Which is, in a nutshell, how Broken Birds work. Their tortured pasts provoke a specific empathy that their darker impulses must never negate, in order that the one continue to justify the other. It’s a precisely calibrated balancing act that annoys the hell out of me, because – among other things, which we’ll get to – it effectively hardwires the character for emotional stasis. Too much healing, and they stop being broken, which nine times out of ten kills the narrative premise; too much distress, and the dysfunction stops being cute and starts looking villainous, or at best obscenely selfish. Both transitions are narratively workable, but Broken Birds are meant to be beautiful, haunting, troubled: if they can’t rescue themselves, we have to want them to be rescued; if they can rescue themselves, then they’re not broken; and if they can but don’t, then the reason – whether selfishness or stupidity – must render them less attractive, and therefore less birdlike.
Which is where we come back to our first two questions: why are most Broken Birds women, and what does that say about our obsession with female brokenness? By way of answer, I’m going to propose a radical notion: that damage has, narratively speaking, become the go-to justification for escapism.
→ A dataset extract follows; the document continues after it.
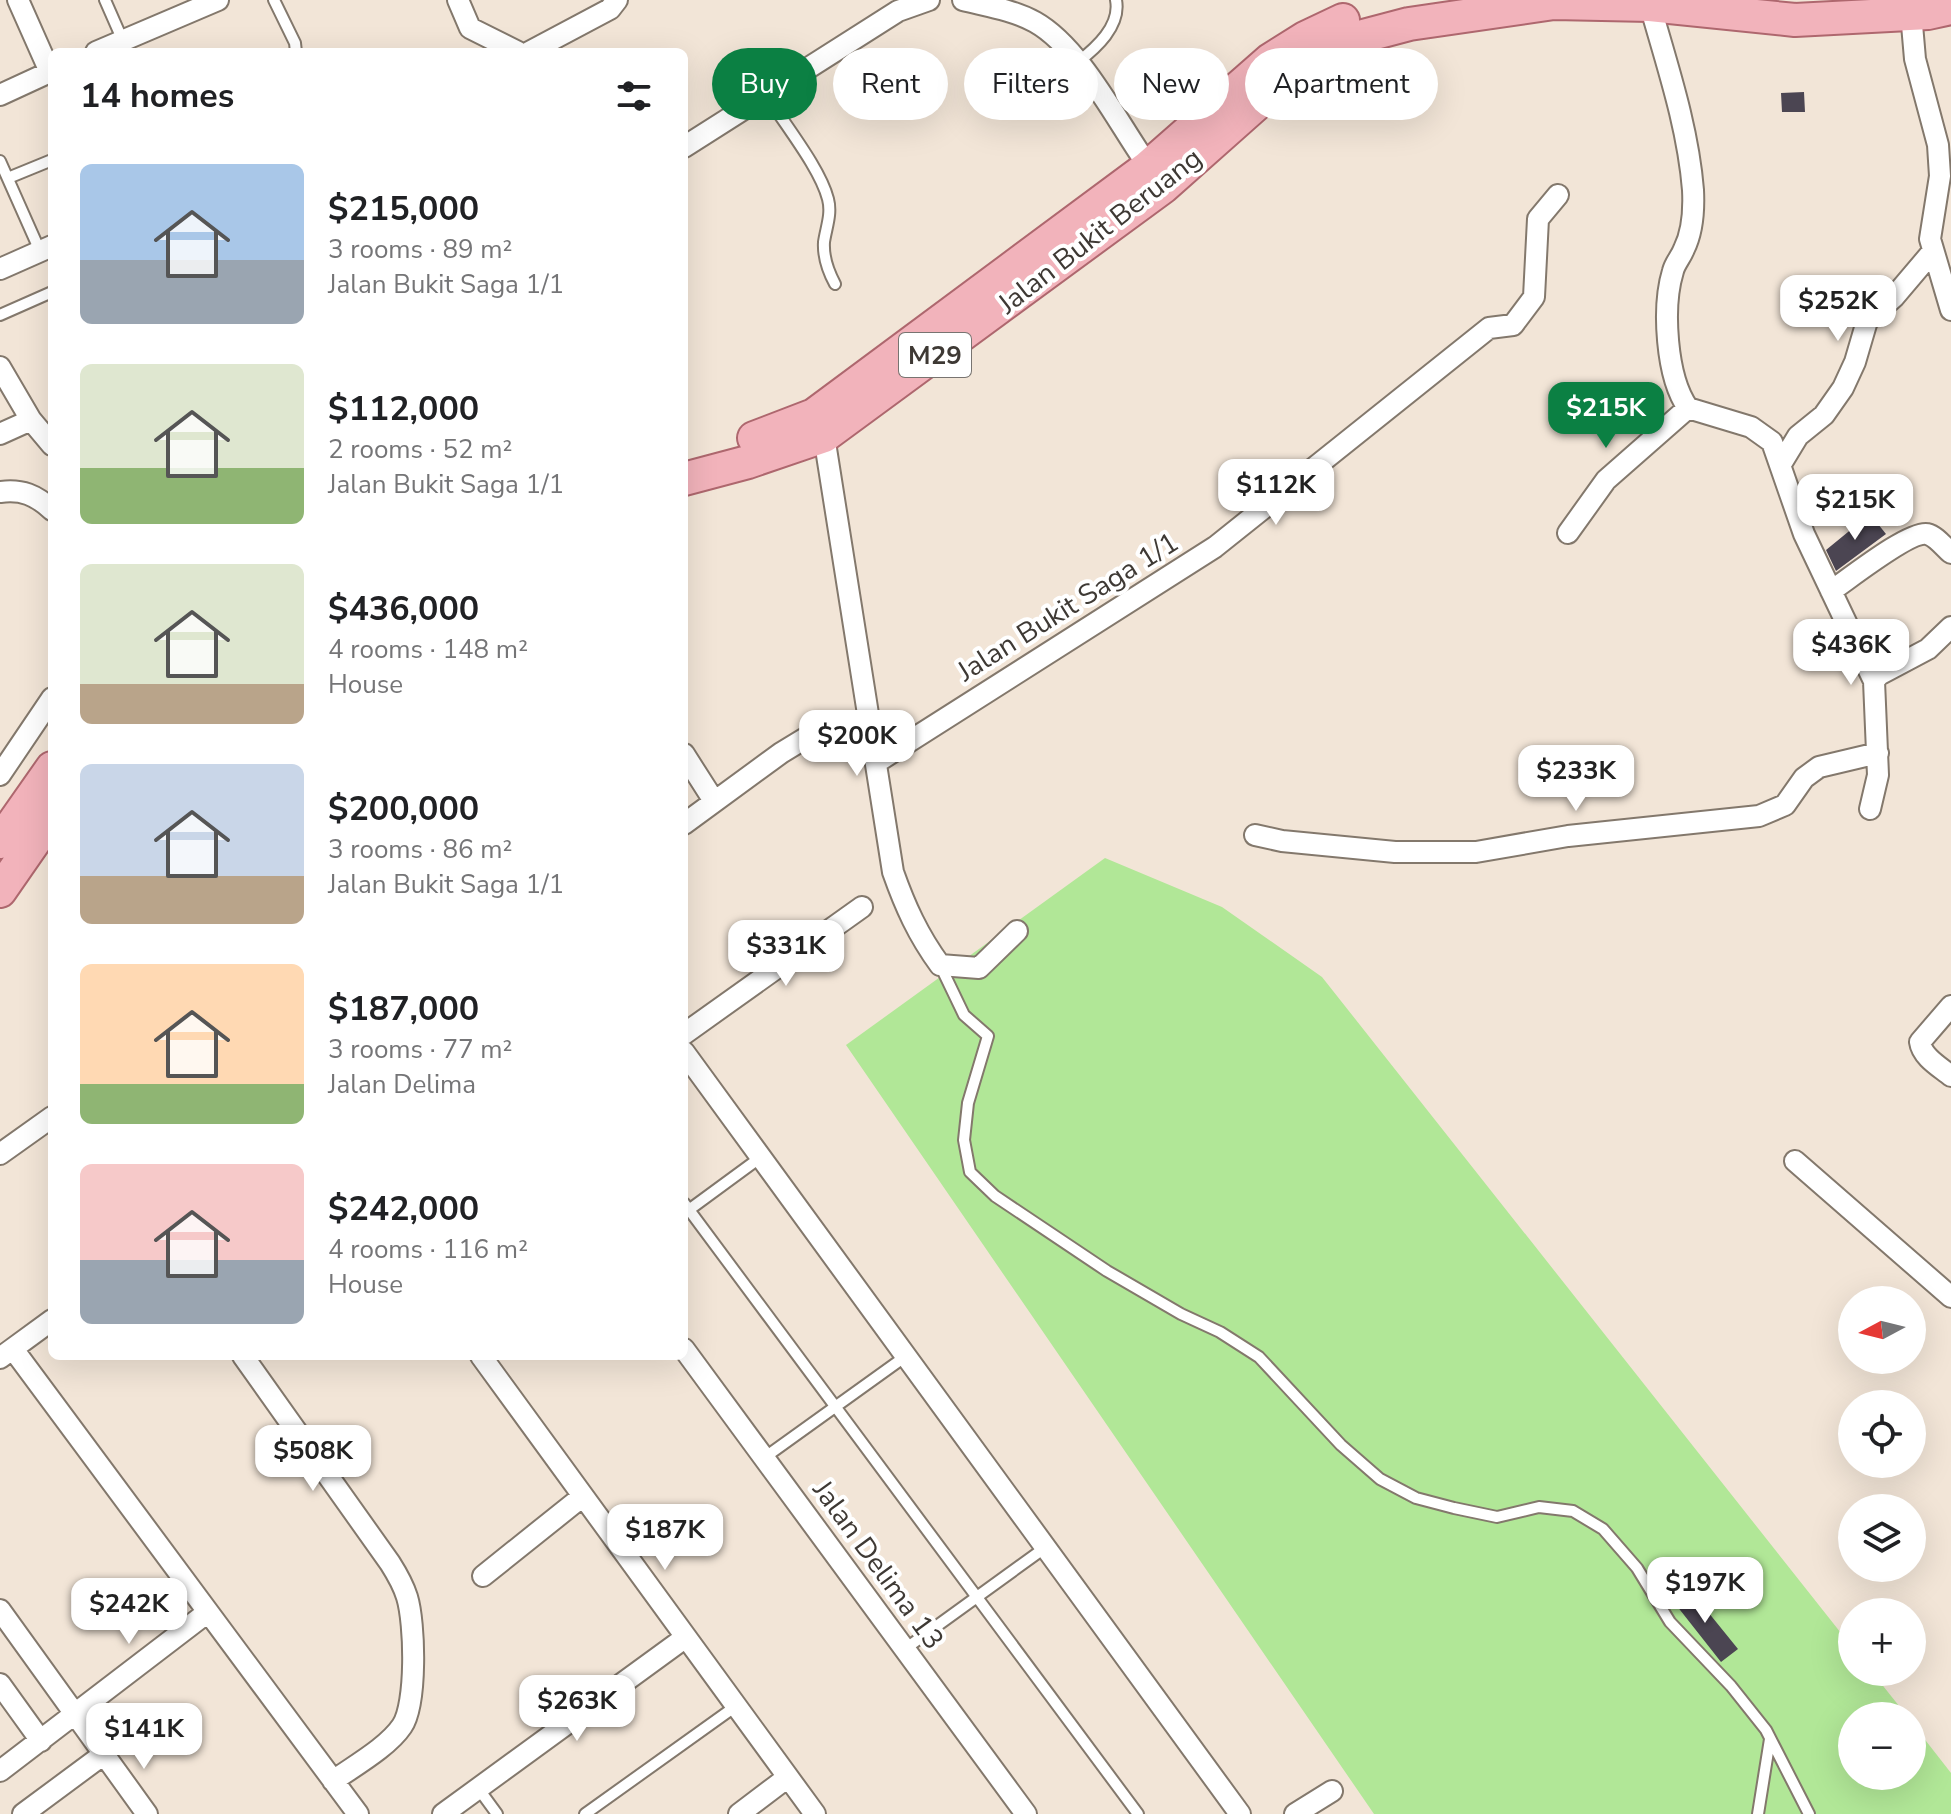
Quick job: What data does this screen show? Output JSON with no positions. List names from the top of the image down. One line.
{"streets":{"main road":["Jalan Bukit Beruang","M29"],"street":["Jalan Bukit Saga 1/1","Jalan Delima 13"]},"north":"left","page":{"chip":["Buy","Rent","Filters","New","Apartment"],"heading":"14 homes","list":[{"name":"$215,000","note":"3 rooms · 89 m² · Jalan Bukit Saga 1/1"},{"name":"$112,000","note":"2 rooms · 52 m² · Jalan Bukit Saga 1/1"},{"name":"$436,000","note":"4 rooms · 148 m² · House"},{"name":"$200,000","note":"3 rooms · 86 m² · Jalan Bukit Saga 1/1"},{"name":"$187,000","note":"3 rooms · 77 m² · Jalan Delima"},{"name":"$242,000","note":"4 rooms · 116 m² · House"}],"price":["$252K","$215K","$112K","$215K","$436K","$200K","$233K","$331K","$508K","$187K","$197K","$242K","$263K","$141K"],"map_buttons":["+","−"]}}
Consider the following hypothetical premise: a successful, happy twentysomething with a loving family, interesting friends, a good career and a caring partner is suddenly drawn into a fascinating, chaotic and hitherto unknown world of action, adventure and intrigue. This world, however, is swiftly proven to be incompatible with living a normal life. Instantly, the question becomes: Which do they sacrifice? Who gets hurt? Obviously, narratively, we know they’re going to choose whatever this new world entails, because that’s the point – but even though we’re already gunning for a particular outcome, we still want the transition to be painless. This is why so many characters in YA novels are orphans, or have distant, absent or abusive parents: because when the action calls for them to leave home and face the forces of darkness – as it invariably will – we don’t want their loved ones to be injured by the choice. Even though we’ve already chosen a thousand times over in favour of quests, we still don’t want there to be a cost to starting them, because we don’t want to begin by thinking of our protagonist as a selfish, hurtful ass – which is what we, the reader, would be if we upped and left our comfortable life for one of thrills and adventure.
But damage excuses all that. If a character has nothing to lose by jumping headlong into their brave, new world – if nobody will miss them, or if they’re so broken that it excuses selfish decisions – then the usual cost is waived. The damage heaped on the characters is a way of alleviating not just their guilt at going, but our own for wanting it to be easy. For wanting to like them right from the outset.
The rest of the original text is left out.